TASK GOAL: Below are the records; copy every line in them that holds the string "linejoin".

BEGIN RECORDS TO PROCESS

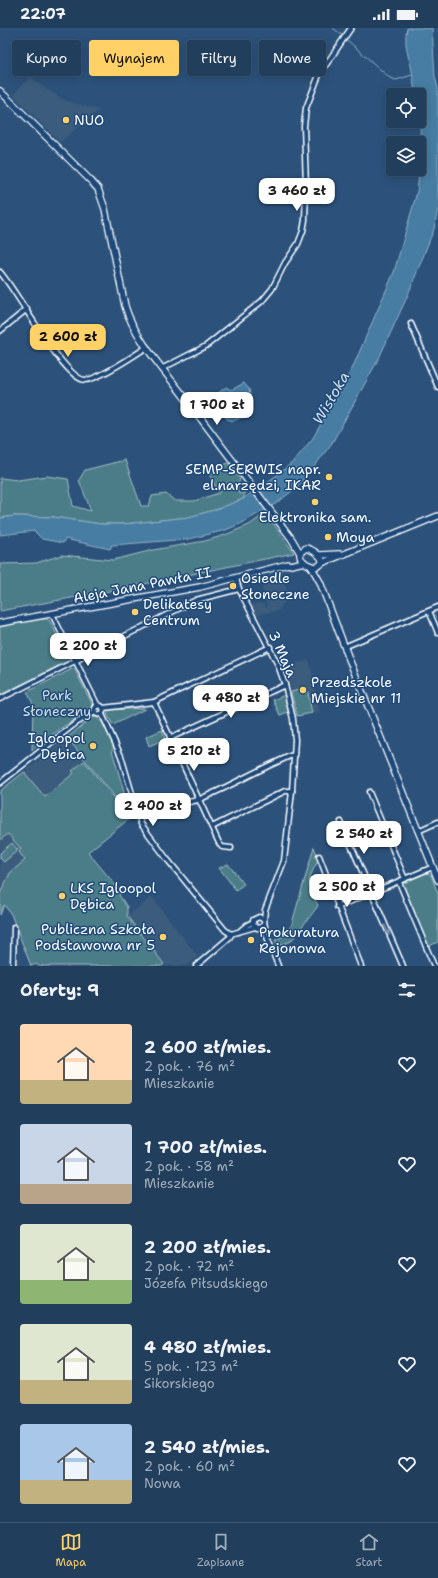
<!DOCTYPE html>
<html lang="pl">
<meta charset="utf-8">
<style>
:root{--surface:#213e5c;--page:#294562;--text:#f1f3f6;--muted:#a2aebb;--line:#3e5772;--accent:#ffd166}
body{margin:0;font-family:"Shantell Sans",sans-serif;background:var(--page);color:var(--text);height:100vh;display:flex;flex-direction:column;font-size:15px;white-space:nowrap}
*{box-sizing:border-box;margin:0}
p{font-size:13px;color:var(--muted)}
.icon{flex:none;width:22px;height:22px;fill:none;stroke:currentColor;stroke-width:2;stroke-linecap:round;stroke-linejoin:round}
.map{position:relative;height:938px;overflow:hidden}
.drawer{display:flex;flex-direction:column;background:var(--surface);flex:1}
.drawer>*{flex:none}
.banner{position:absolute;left:12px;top:12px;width:414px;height:36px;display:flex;gap:8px}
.tools{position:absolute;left:386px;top:60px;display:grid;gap:8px}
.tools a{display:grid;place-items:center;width:40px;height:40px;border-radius:4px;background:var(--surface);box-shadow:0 2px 10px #0003,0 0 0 1px var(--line);font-size:20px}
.price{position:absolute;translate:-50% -34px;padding:0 9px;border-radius:8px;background:#fff;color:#222;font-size:13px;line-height:26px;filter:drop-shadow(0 1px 2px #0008)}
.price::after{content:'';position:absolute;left:50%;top:24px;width:12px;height:9px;margin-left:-6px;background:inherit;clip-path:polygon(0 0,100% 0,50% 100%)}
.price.active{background:var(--accent);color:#111}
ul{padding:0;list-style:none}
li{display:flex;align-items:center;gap:12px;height:100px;padding:0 20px}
li span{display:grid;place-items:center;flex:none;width:112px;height:80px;border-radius:4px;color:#555}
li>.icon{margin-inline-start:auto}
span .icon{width:48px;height:48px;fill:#fffc;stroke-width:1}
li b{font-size:17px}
h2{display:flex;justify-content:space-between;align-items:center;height:48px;padding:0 20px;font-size:17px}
.chip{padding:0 14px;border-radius:4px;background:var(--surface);box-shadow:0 2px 10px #0003,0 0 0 1px var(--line);font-size:14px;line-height:36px}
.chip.active{background:var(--accent);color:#111}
.status{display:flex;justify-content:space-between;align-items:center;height:28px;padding:0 20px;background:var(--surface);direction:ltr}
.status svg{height:11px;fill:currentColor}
.menu{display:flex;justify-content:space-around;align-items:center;height:56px;border-top:1px solid var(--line);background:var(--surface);font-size:11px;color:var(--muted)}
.menu a{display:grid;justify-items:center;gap:2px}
.menu .active{color:var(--accent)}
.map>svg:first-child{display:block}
.built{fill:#3b5b7c}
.green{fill:#4b7d88;stroke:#a5bec4}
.water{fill:#467da2;stroke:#90b1c7}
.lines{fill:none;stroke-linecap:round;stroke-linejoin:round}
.stream{stroke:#90b1c7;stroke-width:1}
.minor-casing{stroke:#fff;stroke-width:7}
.tertiary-casing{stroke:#fff;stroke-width:8}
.minor{stroke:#1f4a7a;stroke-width:4}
.tertiary{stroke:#1f4a7a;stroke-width:5.5}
.oneway{fill:#7992af}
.poi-dot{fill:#ffd166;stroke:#1f4a7a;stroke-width:1.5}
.labels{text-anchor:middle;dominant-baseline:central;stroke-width:3;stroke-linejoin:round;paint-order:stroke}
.poi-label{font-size:14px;fill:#fff;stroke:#1f4a7a;text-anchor:start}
.street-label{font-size:14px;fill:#fff;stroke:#1f4a7a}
.park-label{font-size:14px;fill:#d2dee1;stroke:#1f4a7a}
.water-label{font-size:15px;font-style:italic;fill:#d1dee8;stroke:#1f4a7a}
</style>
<div class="status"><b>22:07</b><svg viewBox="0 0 49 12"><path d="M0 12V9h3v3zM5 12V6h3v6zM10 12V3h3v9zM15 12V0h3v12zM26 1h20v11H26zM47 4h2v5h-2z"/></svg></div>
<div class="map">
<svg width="438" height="938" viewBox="0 0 438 938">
<rect width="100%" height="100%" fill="#2c527b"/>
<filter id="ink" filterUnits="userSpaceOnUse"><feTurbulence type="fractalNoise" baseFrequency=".025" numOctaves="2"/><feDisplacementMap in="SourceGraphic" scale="8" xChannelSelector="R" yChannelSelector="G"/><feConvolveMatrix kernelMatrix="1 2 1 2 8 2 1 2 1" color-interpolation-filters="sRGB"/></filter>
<g filter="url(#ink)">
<g class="built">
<polygon points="31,48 40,57 64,72 99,82 60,114 13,67"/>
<polygon points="282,543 288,568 279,582 257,587 252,577 257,575 264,576 265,580 267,579 260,551"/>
<polygon points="309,632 315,659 316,669 320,685 297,688 286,638"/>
<polygon points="65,711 84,733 73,743 74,745 45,769 24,744"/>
<polygon points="8,806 21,821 25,832 10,845 0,866 0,812"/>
<polygon points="152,869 198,929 186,938 166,938 127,888"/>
</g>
<g class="green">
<polygon points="125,432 141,478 149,478 152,468 166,466 175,473 194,473 219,465 210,448 212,441 229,435 240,451 237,461 239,466 246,464 243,471 218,481 189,489 124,496 101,496 53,489 15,488 0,490 0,450 18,452 47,448 68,451 73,478 91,483 79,452 85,442"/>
<polygon points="266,485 294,525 120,561 0,583 0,536 36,535 62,527 113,532 153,522 205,513 225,507 249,497"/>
<polygon points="43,591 47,591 50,593 70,632 0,667 0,599"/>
<polygon points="74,640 93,678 92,680 60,701 32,722 33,676 27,664"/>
<polygon points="307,660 312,685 297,688 291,664"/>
<polygon points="285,667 288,684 280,687 273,672"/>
<polygon points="144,680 145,681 113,697 107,686 110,682"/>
<path d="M96 689C105 694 110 710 114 719L112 722 130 785H128L67 710 91 690Z"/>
<polygon points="162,702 165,711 149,718 146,709"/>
<polygon points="84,733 130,790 88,824 121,864 119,867 127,879 127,888 164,936 162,938 39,938 36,936 31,938 11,886 4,877 0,887 0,866 10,845 25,832 19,824 21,821 8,806 0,812 0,763 24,744 45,769 74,745 72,743"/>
<polygon points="12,815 18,822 4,834 0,830 0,825"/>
<path d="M314 819 320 834 316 836C305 858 309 856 318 878L291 913 278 918 275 912 284 908 290 902Z"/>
<polygon points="228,836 244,856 236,862 219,840"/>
<polygon points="427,845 431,847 438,866 438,914 427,919 401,856"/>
</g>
<g class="water">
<path d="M407 0H432L435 49 438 60V180L434 201 407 269 379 330 332 415 314 439 297 459 277 475 242 495 226 502 189 511 112 517 110 521 65 511 63 515 42 511 34 503 0 507V490L15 488 53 489 101 496H124L189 489 218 481 243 471 280 445 294 433 313 410 352 341 394 244 417 164 421 125 419 67H415C414 58 413 47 411 38 407 25 404 14 407 0Z"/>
<polygon points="244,355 249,361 250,366 247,380 242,389 233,393 227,391 213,369 226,359 231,362"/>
</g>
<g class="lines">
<g class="stream">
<polyline points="333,0 343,8"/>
<polyline points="346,11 390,50 396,52 412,47"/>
</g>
<defs>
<g id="minor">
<path d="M0 244C17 263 64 351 85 352 98 352 135 327 147 319"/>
<polyline points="411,296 438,359"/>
<polyline points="0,303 27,281"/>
<polyline points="163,340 206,318 262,273 272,261 285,235 298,216 303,203 305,192 306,158 304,98 306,80 319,47 351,0"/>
<polyline points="236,550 239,561 278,637 285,657 293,691 295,712 292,763 284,833 265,882 264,892"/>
<polyline points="429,583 438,605"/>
<polyline points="52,586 98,678"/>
<polyline points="344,619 438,579"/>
<polyline points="0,671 196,572 239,561"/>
<polyline points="154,674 219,815 222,819 231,820"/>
<circle cx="99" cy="682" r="4.5"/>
<polyline points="103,680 154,674 270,619"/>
<polyline points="102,686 121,728 141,796 167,831 225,902 231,906"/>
<polyline points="170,710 285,657"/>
<polyline points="0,755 76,695 95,684"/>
<polyline points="369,764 405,851"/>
<polyline points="137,785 198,772 220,762 268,738 290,728 295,727"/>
<polyline points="341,794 403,938"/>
<polyline points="212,799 285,763 292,763"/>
<polyline points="418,803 438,794"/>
<polyline points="319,828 361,938"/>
<polyline points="399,854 434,938"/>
<polyline points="337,879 433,839"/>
<polyline points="264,896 262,899 257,900 253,896 253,892 259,889 264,892 266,906 278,938"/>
<polyline points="241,902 247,897 253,894"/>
<polyline points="231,906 255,899"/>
<polyline points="13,938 14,899"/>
<polyline points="196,938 230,909 231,906"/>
</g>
<g id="tertiary">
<path d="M0 63 91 153 98 161 105 181 125 278C134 309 163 341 183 367 219 414 255 462 291 510L300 525C299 533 308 537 314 539 332 536 316 522 306 520L300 525"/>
<polyline points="320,527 339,526"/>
<polyline points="322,535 438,488"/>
<polyline points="311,538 320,554 349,631 438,852"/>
<polyline points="0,595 200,559 288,536 291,537 304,534"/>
</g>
</defs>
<use href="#minor" class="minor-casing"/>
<use href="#tertiary" class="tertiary-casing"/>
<use href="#minor" class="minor"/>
<use href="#tertiary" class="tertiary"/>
</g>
<defs><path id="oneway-solid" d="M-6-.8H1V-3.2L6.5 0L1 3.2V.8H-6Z"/></defs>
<use class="oneway" href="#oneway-solid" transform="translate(387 902) rotate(67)"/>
</g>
<g class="poi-dot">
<circle cx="66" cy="92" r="4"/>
<circle cx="329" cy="449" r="4"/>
<circle cx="315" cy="474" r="4"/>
<circle cx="328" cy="509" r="4"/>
<circle cx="233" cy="558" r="4"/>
<circle cx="135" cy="584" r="4"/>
<circle cx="303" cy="662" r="4"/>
<circle cx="93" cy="718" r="4"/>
<circle cx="62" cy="868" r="4"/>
<circle cx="163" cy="909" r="4"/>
<circle cx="251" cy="912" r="4"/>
</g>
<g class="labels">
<g class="poi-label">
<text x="74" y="92">NUO</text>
<text x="321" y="441" text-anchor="end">SEMP-SERWIS napr.<tspan x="321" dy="16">el.narzędzi, IKAR</tspan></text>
<text x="315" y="489" text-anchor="middle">Elektronika sam.</text>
<text x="336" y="509">Moya</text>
<text x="241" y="550">Osiedle<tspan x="241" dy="16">Słoneczne</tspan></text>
<text x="143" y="576">Delikatesy<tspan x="143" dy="16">Centrum</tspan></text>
<text x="311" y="654">Przedszkole<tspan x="311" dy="16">Miejskie nr 11</tspan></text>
<text x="85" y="710" text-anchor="end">Igloopol<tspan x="85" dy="16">Dębica</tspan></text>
<text x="70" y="860">LKS Igloopol<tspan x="70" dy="16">Dębica</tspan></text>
<text x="155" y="901" text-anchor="end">Publiczna Szkoła<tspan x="155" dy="16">Podstawowa nr 5</tspan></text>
<text x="259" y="904">Prokuratura<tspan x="259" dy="16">Rejonowa</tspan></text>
</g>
<g class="street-label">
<text transform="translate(142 557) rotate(-11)">Aleja Jana Pawła II</text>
<text transform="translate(283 626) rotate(66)">3 Maja</text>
</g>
<g class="park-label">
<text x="57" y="667">Park<tspan x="57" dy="16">Słoneczny</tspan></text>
</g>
<g class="water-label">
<text transform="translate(331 370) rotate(-60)">Wisłoka</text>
</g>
</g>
</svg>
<div class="tools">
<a><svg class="icon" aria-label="locate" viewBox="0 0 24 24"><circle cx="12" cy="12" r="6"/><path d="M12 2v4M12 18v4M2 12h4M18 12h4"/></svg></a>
<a><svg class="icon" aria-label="layers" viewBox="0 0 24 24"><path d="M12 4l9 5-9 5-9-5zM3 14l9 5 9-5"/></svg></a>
</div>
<b class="price" style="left:297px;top:184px">3 460 zł</b>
<b class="price active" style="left:68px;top:330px">2 600 zł</b>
<b class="price" style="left:217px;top:398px">1 700 zł</b>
<b class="price" style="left:88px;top:639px">2 200 zł</b>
<b class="price" style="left:231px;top:691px">4 480 zł</b>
<b class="price" style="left:194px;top:744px">5 210 zł</b>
<b class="price" style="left:153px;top:799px">2 400 zł</b>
<b class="price" style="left:364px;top:827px">2 540 zł</b>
<b class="price" style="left:347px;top:880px">2 500 zł</b>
<div class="banner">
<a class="chip">Kupno</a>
<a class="chip active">Wynajem</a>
<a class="chip">Filtry</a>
<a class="chip">Nowe</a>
</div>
</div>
<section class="drawer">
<h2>Oferty: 9<svg class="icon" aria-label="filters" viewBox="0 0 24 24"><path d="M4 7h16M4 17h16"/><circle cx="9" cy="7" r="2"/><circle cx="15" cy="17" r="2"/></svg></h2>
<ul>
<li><span style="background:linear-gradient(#ffd9b3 70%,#c2b280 0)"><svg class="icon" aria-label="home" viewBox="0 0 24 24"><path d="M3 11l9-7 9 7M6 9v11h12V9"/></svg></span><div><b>2 600 zł/mies.</b><p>2 pok. · 76 m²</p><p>Mieszkanie</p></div><svg class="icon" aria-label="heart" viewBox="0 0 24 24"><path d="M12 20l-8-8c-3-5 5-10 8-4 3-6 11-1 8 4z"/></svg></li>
<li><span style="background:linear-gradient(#c9d6e8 75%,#b9a48a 0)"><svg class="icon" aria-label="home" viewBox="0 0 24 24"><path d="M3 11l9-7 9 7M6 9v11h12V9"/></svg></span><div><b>1 700 zł/mies.</b><p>2 pok. · 58 m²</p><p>Mieszkanie</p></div><svg class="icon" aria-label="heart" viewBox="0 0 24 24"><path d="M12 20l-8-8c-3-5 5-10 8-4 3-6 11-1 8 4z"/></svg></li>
<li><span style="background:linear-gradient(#dfe7d0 70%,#8fb573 0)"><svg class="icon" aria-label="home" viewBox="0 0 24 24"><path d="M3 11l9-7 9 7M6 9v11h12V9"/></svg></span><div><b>2 200 zł/mies.</b><p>2 pok. · 72 m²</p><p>Józefa Piłsudskiego</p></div><svg class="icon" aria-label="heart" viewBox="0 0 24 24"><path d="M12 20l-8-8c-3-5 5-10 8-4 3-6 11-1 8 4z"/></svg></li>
<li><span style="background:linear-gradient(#dfe7d0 70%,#c2b280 0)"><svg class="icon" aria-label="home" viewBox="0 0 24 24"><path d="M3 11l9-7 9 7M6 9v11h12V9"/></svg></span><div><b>4 480 zł/mies.</b><p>5 pok. · 123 m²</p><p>Sikorskiego</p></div><svg class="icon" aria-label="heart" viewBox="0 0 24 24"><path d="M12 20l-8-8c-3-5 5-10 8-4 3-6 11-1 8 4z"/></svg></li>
<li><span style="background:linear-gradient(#a9c7e8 70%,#c2b280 0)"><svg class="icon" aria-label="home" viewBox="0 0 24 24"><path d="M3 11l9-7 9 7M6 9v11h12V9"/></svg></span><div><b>2 540 zł/mies.</b><p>2 pok. · 60 m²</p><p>Nowa</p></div><svg class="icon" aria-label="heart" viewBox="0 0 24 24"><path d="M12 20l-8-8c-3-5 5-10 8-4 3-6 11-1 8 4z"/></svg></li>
</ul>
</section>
<nav class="menu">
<a class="active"><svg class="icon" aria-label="map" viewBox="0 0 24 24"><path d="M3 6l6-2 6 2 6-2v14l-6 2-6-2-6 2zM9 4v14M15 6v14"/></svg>Mapa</a>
<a><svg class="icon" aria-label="saved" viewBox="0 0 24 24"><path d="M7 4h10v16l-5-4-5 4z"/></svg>Zapisane</a>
<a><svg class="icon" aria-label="home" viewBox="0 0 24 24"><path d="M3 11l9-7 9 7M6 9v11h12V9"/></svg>Start</a>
</nav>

END RECORDS TO PROCESS

SOLUTION TO THE EXERCISE:
.icon{flex:none;width:22px;height:22px;fill:none;stroke:currentColor;stroke-width:2;stroke-linecap:round;stroke-linejoin:round}
.lines{fill:none;stroke-linecap:round;stroke-linejoin:round}
.labels{text-anchor:middle;dominant-baseline:central;stroke-width:3;stroke-linejoin:round;paint-order:stroke}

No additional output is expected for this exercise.